**Task requirements:** Among the entries, find the lines with the string "service" and report them.

**Records provided:**
◇ ◇ ◇ ◇ ◇ ◇ ◇
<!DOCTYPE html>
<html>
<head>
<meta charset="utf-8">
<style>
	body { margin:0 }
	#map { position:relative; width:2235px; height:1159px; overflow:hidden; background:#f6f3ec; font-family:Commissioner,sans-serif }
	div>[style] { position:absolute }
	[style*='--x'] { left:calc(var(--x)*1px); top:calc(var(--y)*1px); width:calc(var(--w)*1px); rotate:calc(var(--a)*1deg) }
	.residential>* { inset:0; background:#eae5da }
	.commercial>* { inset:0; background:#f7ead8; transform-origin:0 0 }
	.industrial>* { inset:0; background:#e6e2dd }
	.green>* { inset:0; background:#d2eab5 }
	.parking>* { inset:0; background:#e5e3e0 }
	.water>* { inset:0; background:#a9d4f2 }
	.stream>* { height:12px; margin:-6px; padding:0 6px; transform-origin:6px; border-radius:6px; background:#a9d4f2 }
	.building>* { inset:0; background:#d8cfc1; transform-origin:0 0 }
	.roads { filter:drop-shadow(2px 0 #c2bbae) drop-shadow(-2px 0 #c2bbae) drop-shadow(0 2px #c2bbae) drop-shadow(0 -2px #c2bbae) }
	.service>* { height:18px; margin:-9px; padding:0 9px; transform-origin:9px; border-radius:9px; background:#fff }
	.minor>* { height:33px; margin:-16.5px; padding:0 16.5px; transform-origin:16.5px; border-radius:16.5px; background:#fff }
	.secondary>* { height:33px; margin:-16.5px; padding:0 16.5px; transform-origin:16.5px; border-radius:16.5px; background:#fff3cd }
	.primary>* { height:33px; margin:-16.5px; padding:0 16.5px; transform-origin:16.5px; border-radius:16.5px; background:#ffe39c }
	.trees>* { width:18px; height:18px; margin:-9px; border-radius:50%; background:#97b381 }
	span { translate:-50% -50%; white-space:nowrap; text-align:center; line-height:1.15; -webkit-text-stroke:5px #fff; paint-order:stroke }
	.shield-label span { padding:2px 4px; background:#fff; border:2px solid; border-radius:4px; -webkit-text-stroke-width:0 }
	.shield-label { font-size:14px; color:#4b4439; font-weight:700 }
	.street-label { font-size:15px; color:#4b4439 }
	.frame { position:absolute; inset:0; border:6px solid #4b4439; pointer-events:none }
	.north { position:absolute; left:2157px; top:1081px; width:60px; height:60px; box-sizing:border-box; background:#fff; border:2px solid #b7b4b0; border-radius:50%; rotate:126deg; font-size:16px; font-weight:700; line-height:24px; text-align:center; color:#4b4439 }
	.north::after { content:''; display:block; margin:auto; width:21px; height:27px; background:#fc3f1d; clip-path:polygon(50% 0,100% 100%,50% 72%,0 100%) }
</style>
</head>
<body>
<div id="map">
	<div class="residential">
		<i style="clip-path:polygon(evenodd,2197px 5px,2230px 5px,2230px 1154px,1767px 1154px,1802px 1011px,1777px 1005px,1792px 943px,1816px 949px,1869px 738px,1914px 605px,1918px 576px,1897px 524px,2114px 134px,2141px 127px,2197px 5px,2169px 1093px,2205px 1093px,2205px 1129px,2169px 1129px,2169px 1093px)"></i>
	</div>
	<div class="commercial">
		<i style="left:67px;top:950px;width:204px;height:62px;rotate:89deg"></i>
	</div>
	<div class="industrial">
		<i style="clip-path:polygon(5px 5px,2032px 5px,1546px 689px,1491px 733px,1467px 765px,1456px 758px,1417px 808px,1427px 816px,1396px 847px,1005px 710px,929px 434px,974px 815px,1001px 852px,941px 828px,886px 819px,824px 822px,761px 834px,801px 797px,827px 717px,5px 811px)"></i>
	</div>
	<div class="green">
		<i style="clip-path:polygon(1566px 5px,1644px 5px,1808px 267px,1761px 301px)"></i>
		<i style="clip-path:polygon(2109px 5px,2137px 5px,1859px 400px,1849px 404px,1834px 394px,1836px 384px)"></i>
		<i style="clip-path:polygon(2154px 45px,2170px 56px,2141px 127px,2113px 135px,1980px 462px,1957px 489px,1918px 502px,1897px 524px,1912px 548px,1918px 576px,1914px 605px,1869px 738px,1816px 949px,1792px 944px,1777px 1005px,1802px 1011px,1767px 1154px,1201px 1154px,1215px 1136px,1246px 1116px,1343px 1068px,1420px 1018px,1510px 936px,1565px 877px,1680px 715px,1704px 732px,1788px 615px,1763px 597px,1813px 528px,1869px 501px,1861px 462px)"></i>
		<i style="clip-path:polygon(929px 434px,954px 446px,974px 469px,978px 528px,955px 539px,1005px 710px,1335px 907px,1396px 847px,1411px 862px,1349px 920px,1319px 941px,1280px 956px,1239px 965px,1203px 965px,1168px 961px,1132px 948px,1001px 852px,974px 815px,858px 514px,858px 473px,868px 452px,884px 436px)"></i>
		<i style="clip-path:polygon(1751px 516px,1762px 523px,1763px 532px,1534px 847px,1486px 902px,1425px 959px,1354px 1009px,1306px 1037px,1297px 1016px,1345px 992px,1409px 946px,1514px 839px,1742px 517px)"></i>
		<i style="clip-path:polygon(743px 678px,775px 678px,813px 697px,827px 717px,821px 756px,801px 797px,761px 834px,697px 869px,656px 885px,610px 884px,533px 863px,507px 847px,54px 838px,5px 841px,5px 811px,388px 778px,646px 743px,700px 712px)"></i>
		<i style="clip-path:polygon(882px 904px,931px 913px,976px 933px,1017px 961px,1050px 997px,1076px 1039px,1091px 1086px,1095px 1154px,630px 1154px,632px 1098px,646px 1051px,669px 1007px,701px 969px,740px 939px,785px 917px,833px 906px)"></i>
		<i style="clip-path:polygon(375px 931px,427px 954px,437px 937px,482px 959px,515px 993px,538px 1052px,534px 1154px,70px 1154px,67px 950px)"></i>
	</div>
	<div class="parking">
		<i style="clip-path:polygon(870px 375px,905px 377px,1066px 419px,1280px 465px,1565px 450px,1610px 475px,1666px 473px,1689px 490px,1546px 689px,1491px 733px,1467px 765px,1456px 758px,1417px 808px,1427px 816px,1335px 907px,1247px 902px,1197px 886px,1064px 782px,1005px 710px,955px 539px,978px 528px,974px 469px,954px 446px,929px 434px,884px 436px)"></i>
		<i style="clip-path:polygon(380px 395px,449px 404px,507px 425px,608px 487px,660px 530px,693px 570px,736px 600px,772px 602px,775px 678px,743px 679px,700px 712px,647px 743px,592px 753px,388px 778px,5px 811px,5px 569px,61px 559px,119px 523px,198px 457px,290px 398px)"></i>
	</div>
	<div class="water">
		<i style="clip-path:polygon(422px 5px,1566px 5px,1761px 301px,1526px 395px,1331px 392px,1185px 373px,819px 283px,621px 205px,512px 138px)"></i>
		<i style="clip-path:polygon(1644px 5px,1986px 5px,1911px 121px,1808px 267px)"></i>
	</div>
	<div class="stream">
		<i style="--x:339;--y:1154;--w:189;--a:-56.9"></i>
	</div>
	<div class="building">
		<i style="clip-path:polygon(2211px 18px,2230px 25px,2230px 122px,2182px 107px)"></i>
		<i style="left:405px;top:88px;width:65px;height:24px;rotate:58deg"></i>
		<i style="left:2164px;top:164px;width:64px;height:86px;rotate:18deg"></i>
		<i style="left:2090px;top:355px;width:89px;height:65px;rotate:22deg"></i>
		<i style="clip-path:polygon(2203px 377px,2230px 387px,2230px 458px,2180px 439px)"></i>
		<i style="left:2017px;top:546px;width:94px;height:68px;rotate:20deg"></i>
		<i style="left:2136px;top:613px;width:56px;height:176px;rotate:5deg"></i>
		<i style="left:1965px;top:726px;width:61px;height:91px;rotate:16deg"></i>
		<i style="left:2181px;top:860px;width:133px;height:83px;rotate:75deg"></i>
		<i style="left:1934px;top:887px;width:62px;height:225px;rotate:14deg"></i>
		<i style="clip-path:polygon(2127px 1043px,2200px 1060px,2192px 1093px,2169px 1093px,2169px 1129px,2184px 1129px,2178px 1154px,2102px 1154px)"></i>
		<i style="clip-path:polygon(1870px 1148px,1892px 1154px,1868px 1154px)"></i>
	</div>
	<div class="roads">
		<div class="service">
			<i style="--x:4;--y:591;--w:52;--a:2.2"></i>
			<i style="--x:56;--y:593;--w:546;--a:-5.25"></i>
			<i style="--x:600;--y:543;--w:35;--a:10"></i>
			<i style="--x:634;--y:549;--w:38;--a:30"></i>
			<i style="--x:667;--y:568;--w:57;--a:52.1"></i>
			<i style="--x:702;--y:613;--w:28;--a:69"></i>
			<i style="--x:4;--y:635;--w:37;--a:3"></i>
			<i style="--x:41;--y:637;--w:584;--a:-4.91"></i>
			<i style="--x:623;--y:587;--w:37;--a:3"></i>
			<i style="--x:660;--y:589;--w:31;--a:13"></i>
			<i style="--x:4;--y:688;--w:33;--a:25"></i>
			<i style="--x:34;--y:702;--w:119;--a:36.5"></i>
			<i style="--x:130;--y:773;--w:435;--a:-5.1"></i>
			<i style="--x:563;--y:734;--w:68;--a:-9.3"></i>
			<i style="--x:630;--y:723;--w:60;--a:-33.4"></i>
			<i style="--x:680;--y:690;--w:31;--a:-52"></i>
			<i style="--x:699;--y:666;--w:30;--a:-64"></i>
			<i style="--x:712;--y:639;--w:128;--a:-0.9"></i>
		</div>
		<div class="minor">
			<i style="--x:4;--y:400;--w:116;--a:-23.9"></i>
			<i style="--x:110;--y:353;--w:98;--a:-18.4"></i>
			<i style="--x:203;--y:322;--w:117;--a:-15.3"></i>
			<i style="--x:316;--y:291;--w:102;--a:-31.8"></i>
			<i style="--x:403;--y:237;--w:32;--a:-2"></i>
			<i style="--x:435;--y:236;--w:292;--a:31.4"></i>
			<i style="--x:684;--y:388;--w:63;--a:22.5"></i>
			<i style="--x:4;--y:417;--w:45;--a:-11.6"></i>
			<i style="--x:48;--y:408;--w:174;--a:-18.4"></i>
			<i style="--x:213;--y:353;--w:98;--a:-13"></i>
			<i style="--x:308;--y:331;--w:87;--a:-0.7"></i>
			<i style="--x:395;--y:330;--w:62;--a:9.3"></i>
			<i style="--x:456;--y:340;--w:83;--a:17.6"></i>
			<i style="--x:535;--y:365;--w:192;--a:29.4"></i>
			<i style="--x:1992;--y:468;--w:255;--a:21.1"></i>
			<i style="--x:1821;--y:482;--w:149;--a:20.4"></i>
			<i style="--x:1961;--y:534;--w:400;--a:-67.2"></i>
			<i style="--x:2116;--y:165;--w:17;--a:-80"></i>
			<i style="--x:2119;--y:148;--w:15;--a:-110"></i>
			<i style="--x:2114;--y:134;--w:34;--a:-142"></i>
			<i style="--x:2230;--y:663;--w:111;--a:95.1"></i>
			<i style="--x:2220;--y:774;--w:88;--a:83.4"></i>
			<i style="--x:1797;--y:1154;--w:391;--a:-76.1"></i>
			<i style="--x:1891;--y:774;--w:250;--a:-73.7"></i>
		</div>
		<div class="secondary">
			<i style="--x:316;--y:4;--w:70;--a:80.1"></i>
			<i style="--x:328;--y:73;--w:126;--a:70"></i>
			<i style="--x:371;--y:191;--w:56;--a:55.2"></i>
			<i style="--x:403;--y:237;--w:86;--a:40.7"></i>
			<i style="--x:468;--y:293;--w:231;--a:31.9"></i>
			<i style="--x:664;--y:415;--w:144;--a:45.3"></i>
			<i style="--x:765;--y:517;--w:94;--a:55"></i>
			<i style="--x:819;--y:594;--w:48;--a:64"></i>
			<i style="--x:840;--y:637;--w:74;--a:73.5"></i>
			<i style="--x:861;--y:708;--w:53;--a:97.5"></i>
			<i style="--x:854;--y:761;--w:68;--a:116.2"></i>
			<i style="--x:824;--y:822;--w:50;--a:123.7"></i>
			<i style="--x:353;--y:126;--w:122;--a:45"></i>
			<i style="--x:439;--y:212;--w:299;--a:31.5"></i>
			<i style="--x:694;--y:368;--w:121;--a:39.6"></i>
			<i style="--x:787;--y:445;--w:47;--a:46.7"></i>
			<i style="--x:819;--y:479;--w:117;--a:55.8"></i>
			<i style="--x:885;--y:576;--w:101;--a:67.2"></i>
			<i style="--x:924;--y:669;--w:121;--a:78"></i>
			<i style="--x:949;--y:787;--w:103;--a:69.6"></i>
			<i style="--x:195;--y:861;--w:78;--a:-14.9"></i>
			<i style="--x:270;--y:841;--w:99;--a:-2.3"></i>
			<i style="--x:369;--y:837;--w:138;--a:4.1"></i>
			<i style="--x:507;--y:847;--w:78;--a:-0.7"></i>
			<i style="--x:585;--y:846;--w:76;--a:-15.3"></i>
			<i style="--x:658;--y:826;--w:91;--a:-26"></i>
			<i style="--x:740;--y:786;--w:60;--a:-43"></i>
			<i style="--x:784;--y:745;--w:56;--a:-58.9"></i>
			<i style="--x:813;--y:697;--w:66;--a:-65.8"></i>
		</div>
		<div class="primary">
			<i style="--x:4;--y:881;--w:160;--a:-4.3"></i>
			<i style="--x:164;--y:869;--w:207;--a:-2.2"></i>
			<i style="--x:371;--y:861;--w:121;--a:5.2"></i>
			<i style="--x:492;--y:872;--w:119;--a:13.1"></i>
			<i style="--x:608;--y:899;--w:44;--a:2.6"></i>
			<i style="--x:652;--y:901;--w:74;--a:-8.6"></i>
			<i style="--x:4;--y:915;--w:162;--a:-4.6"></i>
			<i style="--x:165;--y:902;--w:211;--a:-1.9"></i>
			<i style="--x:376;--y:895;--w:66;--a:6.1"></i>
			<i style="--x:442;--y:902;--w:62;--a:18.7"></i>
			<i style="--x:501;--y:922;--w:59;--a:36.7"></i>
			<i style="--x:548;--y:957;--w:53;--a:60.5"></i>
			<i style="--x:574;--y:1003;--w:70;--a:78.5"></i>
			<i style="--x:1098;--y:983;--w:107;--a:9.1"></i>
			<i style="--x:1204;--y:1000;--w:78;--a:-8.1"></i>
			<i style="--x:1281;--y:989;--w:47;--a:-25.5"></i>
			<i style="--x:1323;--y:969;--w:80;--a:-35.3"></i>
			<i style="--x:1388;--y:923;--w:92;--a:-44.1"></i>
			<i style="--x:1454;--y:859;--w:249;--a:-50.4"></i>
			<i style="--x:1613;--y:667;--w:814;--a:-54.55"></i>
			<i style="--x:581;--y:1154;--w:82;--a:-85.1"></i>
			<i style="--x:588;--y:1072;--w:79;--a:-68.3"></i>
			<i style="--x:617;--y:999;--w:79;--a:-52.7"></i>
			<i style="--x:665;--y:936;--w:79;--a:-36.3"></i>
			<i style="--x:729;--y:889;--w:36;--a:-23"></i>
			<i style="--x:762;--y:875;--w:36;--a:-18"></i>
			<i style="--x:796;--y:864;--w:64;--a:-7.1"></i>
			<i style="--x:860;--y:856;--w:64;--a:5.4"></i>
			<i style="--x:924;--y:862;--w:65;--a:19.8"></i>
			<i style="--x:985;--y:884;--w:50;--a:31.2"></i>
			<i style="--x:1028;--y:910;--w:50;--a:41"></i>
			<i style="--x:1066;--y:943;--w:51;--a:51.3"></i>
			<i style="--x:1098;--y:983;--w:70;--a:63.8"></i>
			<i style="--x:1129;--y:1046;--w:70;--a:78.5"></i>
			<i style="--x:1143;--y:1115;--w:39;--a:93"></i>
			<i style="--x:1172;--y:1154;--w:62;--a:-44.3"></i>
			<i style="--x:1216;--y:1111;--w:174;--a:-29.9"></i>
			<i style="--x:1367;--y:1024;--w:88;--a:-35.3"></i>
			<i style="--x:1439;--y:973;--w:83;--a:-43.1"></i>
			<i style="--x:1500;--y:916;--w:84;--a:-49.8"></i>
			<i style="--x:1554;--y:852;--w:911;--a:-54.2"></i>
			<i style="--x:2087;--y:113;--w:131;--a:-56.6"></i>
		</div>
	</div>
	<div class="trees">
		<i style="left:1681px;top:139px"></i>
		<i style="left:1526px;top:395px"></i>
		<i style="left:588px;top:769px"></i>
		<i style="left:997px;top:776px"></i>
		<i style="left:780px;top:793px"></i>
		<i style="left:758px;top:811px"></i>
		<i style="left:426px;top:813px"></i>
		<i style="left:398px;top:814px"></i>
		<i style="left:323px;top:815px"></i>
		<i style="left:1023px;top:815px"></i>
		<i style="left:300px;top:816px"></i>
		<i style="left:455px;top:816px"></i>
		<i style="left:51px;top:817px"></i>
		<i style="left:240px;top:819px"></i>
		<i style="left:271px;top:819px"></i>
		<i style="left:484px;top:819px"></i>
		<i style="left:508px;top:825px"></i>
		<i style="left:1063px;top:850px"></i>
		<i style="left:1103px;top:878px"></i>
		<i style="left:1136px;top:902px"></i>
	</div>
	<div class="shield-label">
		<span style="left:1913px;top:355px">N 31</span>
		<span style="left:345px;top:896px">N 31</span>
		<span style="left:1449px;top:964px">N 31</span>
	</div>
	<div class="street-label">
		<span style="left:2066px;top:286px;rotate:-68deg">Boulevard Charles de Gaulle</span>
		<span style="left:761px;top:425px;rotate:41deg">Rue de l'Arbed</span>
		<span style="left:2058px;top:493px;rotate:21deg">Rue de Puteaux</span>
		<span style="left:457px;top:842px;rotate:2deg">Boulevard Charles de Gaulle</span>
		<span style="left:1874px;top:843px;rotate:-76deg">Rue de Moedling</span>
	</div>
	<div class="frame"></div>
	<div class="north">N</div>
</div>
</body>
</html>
◇ ◇ ◇ ◇ ◇ ◇ ◇
**Task solution:**
	.service>* { height:18px; margin:-9px; padding:0 9px; transform-origin:9px; border-radius:9px; background:#fff }
		<div class="service">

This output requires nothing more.